Shape memory alloys (SMAs) have been widely used in the fields of actuators and aerospace industry due to their pseudo-elasticity and shape memory effect which are displayed in phase transformations. The martensitic transformations (MT) of TiPt is much higher, at approximately 1273 K and this is considered to be of potential technological interest for elevated temperature SMA applications. TiPt based alloys exhibit very low shape memory effect due to low critical stress for slip deformation compared to the stress required for martensitic transformation, hence it is necessary to enhance the mechanical properties of the equiatomic alloy. The first principles approach was employed to study the effect of the third element (M = Ru, Cu, Zr, and Hf) on the TiPt shape memory alloy.
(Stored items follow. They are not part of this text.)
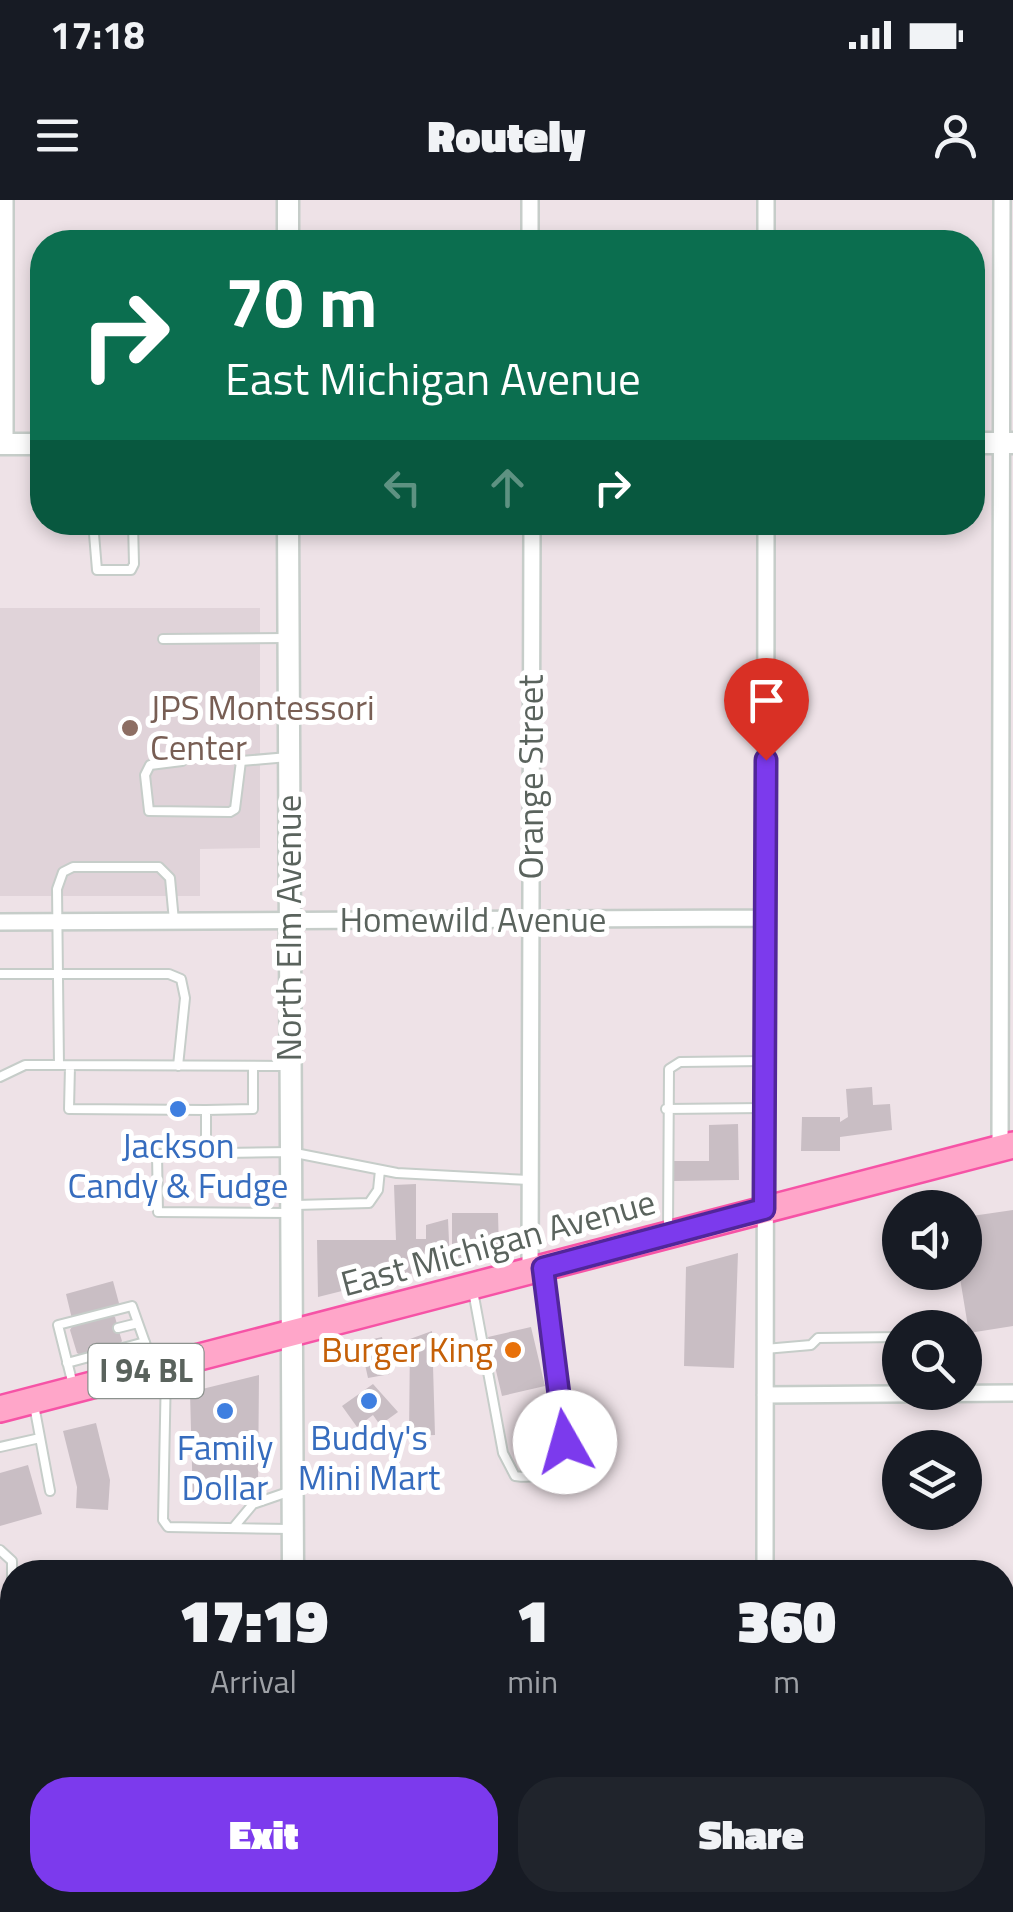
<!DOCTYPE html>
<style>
:root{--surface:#171b24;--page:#20242c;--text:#f1f3f6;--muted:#9ea1a6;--accent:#7c3aed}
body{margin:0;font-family:"Titillium Web",sans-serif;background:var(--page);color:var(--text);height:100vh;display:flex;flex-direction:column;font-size:38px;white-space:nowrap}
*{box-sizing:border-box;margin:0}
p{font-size:32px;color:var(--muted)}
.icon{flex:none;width:55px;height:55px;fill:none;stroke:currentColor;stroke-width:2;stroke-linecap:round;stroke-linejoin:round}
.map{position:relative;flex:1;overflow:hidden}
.drawer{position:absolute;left:0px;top:1360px;width:1015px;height:352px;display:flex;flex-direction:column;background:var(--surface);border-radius:40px 40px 0 0;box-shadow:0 5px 15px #0003}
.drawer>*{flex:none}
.banner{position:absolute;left:30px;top:30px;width:955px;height:305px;border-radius:40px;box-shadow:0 5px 15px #0003;background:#0b6e4f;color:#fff;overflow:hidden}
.fabs{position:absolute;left:882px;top:990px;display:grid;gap:20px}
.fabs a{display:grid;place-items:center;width:100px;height:100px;border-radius:50%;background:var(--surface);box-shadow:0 5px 15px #0003;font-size:50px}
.pin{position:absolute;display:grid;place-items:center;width:85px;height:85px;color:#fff;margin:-102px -42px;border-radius:50% 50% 50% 0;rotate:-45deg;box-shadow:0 0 10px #0007}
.pin .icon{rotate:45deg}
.me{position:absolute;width:110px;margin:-55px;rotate:353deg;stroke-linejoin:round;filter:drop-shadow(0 0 8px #0008)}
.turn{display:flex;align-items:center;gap:35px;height:210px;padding:0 30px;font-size:45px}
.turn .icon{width:130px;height:130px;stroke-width:2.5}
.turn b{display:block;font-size:70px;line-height:85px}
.lanes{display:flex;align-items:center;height:95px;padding:0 30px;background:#0003;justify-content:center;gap:50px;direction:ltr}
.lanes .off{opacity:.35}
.eta{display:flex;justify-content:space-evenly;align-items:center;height:170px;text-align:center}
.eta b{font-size:60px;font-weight:800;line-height:70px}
.cta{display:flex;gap:20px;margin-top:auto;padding:20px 30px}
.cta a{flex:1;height:115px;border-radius:40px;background:var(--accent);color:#fff;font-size:40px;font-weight:800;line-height:115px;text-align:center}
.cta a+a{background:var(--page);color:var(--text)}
.status{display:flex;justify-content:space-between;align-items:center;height:70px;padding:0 50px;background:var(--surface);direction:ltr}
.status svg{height:28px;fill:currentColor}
header{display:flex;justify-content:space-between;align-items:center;height:130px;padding:0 30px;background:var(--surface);font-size:45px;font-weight:800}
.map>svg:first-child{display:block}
</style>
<div class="status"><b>17:18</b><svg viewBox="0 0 49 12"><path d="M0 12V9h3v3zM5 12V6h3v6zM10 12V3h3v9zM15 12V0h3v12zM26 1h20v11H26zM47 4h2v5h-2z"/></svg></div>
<header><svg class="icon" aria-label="menu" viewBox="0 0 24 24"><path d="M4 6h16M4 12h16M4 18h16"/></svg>Routely<svg class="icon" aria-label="person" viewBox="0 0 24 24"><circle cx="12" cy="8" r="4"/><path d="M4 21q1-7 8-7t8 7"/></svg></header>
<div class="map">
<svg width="1013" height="1712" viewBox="0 0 1013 1712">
<rect width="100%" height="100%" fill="#eee2e7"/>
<path fill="#e0d3d9" d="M0,408H260V648L200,649V696H0Z"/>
<path fill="#c9bec4" d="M872,887L873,905L890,904L892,930L840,937V951H801L802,917H840V922L848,917L846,889Z
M738,924L739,980L674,981V961H709V925Z
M416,984V1039H426V1025L448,1019L450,1064L318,1097L317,1040H396L394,985Z
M1013,1010V1126L969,1133L959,1072H965V1017Z
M452,1013H498L499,1051L452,1063Z
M738,1053L734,1168L684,1166L686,1067Z
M113,1081L120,1107L72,1119L66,1094Z
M108,1113L115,1117L118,1128L122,1141L117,1148L84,1157L77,1153L70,1130L74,1123Z
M531,1127L545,1186L502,1196L488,1137Z
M432,1131L435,1235L409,1236L410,1139Z
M382,1137L390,1174L368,1178L360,1142Z
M259,1175L258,1287L193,1304L190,1192Z
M373,1184L398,1212L380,1225L373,1215L357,1227L342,1206Z
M96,1223L110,1280L108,1310L76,1308L77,1287L63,1231Z
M28,1265L42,1314L0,1326V1273Z"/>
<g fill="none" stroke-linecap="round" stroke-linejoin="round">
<g stroke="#c6cdc9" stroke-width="12">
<path id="service" d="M93,322L97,370H131L134,364L133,322
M163,439L288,438
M182,561L150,565L145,575L149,611L230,612L235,609L241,561L288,557
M174,721L170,678L159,667H73L63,672L57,689L59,865L290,866
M0,774H169L181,779L185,798L178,866
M70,866L69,909L206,910
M0,877L25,865H59
M666,909L765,908
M206,953V910L253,909V866
M296,1005L369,1003L378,990L380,970
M291,1013L158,1012L157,954L290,952L397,973L529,980
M668,1030L669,869L680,862L765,861
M473,1091L503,1253L515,1276C543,1280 560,1271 565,1242L543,1070
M118,1128L138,1123
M765,1149L811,1145L818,1138L900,1137
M67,1163L145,1142
M166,1170L163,1320L168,1327L291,1329
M73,1185L58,1125L132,1106L153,1165
M34,1205L50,1291
M0,1247L40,1238
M233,1328L253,1304L288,1292
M0,1350L12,1361V1392
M164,1712V1700"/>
</g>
<g stroke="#c6cdc9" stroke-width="20">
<path id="minor" d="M5,0V244
M530,0V42
M766,0V42
M0,722L765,718
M1000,948L1002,0
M530,1071L532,322
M765,1195L1013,1193
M765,1372L766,322
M1002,1432H1013
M0,1457L12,1455
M1002,1671H1013
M0,1674H12
M764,1712V1700"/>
</g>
<g stroke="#c6cdc9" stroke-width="25">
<path id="tertiary" d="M288,42V0
M972,243H1013
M0,244H42
M288,322L293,1372
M291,1700V1712"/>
</g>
<g stroke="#f653a6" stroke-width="30">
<path id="primary" d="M0,1209L1013,945"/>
</g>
<use href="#service" stroke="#fff" stroke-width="8"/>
<use href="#minor" stroke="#fff" stroke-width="15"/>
<use href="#tertiary" stroke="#fff" stroke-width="20"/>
<use href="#primary" stroke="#ffa6c9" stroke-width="25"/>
</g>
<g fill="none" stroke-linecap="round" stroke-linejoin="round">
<g stroke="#51269a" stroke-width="25">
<path id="route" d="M565,1242L543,1068L764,1009L766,560"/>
</g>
<use href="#route" stroke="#7c3aed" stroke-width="18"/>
</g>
<circle fill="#8d6e63" stroke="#fff" stroke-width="4" cx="130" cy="528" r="10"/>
<g fill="#3f7fe0" stroke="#fff" stroke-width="4">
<circle cx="178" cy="909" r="10"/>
<circle cx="369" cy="1201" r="10"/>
<circle cx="225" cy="1211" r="10"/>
</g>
<circle fill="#e8710a" stroke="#fff" stroke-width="4" cx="513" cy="1150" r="10"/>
<g text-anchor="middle" stroke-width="10" stroke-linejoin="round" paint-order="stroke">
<rect fill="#fff" stroke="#8c928e" stroke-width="2.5" x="88.5" y="1144" width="115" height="54" rx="8"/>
<g font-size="32" font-weight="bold" fill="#5a635d">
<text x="146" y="1182">I 94 BL</text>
</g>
<g font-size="35" fill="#785e54" stroke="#fff" text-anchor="start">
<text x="150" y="520">JPS Montessori<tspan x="150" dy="40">Center</tspan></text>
</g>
<g font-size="35" fill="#5a635d" stroke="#fff">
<text transform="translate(531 577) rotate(-90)" y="12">Orange Street</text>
<text x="473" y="732">Homewild Avenue</text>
<text transform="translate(289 728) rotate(-90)" y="12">North Elm Avenue</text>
<text transform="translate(498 1043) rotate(-15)" y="12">East Michigan Avenue</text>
</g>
<g font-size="35" fill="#366cbe" stroke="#fff">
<text x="178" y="958">Jackson<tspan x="178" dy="40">Candy &amp; Fudge</tspan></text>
<text x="369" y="1250">Buddy's<tspan x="369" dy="40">Mini Mart</tspan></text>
<text x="225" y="1260">Family<tspan x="225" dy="40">Dollar</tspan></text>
</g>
<g font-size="35" fill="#c56008" stroke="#fff" text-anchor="end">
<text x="493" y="1162">Burger King</text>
</g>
</g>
</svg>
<div class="fabs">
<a><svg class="icon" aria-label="sound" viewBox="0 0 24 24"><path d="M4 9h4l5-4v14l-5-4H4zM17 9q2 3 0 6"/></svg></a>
<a><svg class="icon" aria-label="search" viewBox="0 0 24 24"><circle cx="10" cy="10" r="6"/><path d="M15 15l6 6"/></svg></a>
<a><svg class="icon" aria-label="layers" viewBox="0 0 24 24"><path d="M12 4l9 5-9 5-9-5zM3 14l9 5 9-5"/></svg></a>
</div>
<div class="pin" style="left:766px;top:560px;background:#d93025"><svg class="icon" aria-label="arrive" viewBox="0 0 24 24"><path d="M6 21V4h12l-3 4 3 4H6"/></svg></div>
<svg class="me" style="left:565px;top:1242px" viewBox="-20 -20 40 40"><circle r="19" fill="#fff"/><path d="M0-13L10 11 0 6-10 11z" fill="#7c3aed"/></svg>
<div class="banner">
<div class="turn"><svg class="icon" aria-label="right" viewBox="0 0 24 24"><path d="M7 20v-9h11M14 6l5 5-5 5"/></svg><div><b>70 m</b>East Michigan Avenue</div></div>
<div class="lanes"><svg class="icon off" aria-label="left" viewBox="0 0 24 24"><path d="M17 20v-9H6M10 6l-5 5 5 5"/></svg><svg class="icon off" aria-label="ahead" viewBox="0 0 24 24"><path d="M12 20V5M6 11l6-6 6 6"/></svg><svg class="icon" aria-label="right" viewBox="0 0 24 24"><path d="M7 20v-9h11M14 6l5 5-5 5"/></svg></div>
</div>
<section class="drawer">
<div class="eta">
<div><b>17:19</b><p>Arrival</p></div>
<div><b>1</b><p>min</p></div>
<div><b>360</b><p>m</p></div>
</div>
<div class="cta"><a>Exit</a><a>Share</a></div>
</section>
</div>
The supercell approach in VASP was used to substitute Pt with Ru and Cu, Ti with Zr and Hf on the TiPt structure to evaluate their mechanical stability from elastic properties for actuators and higher temperature applications. The Ti50Pt50-xRux and Ti50Pt50-xCux decreases in density with increase in Ru and Cu concentration, whilst the Ti50-xZrxPt50 and Ti50-xHfxPt50 substitution increases with an increase in their concentration, which result in larger lattice parameters. The heats of formation suggest that Ti50Pt50-xRux substitution is more thermodynamically stable than Ti50Pt50-xCux substitution, and Ti50-xHfxPt50 substitution is more stable than Ti50-xZrxPt50. The elastic properties suggest that the ternary structures become mechanically stable with an increase of the third element. The Ti50Pt50-xRux and Ti50Pt50-xCux substitution became more ductile with the increase in concentration. Zr and Hf substitution became more ductile at higher compositions (31.75 – 43.75 at.%). The Ru and Hf substitutions have potential to be used for high-temperature applications.